* **Instructions to follow**:
From the listing below, pull each line that includes "turn".

BEGIN

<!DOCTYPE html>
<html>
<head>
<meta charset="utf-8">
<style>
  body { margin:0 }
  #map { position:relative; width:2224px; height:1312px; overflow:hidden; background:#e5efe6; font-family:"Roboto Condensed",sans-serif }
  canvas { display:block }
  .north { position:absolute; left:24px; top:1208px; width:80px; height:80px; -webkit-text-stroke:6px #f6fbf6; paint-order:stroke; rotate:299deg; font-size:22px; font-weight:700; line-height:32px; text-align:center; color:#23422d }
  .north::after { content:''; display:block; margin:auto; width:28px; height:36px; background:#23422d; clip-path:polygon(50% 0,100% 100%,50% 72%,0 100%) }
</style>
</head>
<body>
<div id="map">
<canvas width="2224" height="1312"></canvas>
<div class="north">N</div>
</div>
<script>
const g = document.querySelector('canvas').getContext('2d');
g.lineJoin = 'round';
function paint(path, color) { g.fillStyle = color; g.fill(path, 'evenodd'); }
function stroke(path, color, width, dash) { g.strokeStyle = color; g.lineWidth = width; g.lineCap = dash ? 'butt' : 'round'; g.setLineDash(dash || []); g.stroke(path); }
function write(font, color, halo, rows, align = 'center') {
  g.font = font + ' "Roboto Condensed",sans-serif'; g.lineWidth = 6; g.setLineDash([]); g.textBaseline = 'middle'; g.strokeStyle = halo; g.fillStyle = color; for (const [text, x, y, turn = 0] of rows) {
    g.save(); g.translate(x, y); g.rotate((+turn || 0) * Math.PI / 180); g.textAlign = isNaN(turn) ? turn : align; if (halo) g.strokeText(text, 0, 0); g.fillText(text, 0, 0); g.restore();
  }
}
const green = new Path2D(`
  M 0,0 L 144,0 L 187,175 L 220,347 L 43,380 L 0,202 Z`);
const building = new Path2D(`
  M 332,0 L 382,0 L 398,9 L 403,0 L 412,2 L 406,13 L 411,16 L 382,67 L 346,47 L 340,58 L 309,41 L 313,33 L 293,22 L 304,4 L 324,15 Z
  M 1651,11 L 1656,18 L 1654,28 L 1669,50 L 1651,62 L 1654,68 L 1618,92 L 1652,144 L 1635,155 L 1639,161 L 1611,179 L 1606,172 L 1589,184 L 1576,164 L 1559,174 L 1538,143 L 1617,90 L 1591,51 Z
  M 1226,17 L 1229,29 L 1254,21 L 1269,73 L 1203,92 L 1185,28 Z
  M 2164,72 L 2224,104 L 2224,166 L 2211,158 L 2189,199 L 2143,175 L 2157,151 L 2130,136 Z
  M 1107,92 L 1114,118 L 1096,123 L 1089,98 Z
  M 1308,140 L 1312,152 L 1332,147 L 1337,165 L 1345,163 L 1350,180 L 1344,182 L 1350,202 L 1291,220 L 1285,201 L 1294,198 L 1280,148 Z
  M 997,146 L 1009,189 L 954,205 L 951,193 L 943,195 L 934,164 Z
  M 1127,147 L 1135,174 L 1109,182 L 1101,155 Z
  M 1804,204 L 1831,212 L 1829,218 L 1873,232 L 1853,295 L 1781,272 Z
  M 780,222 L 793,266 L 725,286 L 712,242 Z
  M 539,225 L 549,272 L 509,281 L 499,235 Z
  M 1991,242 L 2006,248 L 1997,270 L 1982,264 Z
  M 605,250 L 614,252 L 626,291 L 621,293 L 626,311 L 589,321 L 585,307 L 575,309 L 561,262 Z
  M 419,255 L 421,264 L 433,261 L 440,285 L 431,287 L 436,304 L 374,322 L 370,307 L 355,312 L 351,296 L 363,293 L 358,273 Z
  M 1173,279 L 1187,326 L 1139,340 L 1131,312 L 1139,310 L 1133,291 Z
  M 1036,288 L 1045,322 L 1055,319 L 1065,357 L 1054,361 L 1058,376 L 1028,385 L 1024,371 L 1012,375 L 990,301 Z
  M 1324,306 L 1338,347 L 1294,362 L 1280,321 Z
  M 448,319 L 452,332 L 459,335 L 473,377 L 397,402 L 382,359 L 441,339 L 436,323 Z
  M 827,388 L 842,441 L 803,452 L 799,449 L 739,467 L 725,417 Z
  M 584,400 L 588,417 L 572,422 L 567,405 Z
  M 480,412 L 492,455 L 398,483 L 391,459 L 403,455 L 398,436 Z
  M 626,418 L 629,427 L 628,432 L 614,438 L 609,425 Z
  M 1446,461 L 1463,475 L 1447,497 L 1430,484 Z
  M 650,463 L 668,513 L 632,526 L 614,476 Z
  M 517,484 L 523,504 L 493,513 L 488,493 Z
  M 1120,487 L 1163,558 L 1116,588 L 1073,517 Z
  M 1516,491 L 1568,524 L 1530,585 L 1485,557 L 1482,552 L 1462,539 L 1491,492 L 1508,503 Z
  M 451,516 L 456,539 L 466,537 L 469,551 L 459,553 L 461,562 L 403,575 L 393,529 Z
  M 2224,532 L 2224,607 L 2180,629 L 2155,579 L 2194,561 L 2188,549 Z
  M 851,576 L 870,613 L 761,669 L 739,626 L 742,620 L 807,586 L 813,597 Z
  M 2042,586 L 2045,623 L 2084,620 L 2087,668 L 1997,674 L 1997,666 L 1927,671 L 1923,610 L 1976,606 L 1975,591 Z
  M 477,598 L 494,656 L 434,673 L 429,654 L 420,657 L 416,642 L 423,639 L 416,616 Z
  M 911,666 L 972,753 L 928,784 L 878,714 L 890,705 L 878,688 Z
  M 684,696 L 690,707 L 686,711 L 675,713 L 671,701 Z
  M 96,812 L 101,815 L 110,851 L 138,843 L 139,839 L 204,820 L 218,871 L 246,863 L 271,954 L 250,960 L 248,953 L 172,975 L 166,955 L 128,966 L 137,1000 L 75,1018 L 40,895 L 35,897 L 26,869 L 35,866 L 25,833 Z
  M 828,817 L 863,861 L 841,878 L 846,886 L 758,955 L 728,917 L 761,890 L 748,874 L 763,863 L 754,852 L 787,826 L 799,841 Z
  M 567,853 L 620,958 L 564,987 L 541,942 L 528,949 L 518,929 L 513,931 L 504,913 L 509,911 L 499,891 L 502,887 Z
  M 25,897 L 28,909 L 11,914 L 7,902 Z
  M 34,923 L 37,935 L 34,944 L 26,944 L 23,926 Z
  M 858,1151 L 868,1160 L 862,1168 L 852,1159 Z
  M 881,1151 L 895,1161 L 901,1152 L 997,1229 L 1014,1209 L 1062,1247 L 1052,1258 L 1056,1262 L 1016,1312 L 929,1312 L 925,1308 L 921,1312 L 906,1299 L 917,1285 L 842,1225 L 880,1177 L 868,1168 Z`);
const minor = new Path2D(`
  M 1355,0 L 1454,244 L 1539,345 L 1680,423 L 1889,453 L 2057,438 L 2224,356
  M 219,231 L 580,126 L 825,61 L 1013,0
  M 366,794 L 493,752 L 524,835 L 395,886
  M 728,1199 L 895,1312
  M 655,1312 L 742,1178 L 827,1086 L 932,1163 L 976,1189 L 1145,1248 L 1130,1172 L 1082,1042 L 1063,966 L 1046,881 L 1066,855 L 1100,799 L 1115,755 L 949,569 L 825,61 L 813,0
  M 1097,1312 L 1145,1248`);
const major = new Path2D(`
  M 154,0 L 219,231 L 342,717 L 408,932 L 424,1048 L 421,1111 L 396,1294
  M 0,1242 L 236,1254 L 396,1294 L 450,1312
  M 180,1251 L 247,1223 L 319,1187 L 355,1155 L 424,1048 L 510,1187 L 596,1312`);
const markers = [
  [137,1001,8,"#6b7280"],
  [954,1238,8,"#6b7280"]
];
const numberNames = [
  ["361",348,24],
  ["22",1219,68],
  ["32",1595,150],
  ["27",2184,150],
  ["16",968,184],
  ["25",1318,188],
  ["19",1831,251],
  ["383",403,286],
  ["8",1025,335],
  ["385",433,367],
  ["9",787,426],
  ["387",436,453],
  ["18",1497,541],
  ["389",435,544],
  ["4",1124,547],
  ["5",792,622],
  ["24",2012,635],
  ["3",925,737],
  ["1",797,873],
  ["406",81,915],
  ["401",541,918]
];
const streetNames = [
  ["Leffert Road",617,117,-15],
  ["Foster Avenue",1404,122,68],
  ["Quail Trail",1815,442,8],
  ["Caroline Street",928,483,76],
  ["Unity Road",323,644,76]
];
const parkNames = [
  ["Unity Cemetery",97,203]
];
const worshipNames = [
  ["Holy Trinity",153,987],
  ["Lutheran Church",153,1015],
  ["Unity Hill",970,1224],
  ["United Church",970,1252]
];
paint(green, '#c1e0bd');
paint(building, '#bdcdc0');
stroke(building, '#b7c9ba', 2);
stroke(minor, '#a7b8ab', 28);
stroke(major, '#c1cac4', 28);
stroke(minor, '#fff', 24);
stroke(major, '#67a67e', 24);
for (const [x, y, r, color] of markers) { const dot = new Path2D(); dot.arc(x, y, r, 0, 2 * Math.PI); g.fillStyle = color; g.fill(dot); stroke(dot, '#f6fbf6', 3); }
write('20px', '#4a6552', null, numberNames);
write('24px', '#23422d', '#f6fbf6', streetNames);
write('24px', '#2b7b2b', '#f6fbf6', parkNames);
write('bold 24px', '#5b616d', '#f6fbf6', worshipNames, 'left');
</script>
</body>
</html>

END

* **Result**:
  g.font = font + ' "Roboto Condensed",sans-serif'; g.lineWidth = 6; g.setLineDash([]); g.textBaseline = 'middle'; g.strokeStyle = halo; g.fillStyle = color; for (const [text, x, y, turn = 0] of rows) {
    g.save(); g.translate(x, y); g.rotate((+turn || 0) * Math.PI / 180); g.textAlign = isNaN(turn) ? turn : align; if (halo) g.strokeText(text, 0, 0); g.fillText(text, 0, 0); g.restore();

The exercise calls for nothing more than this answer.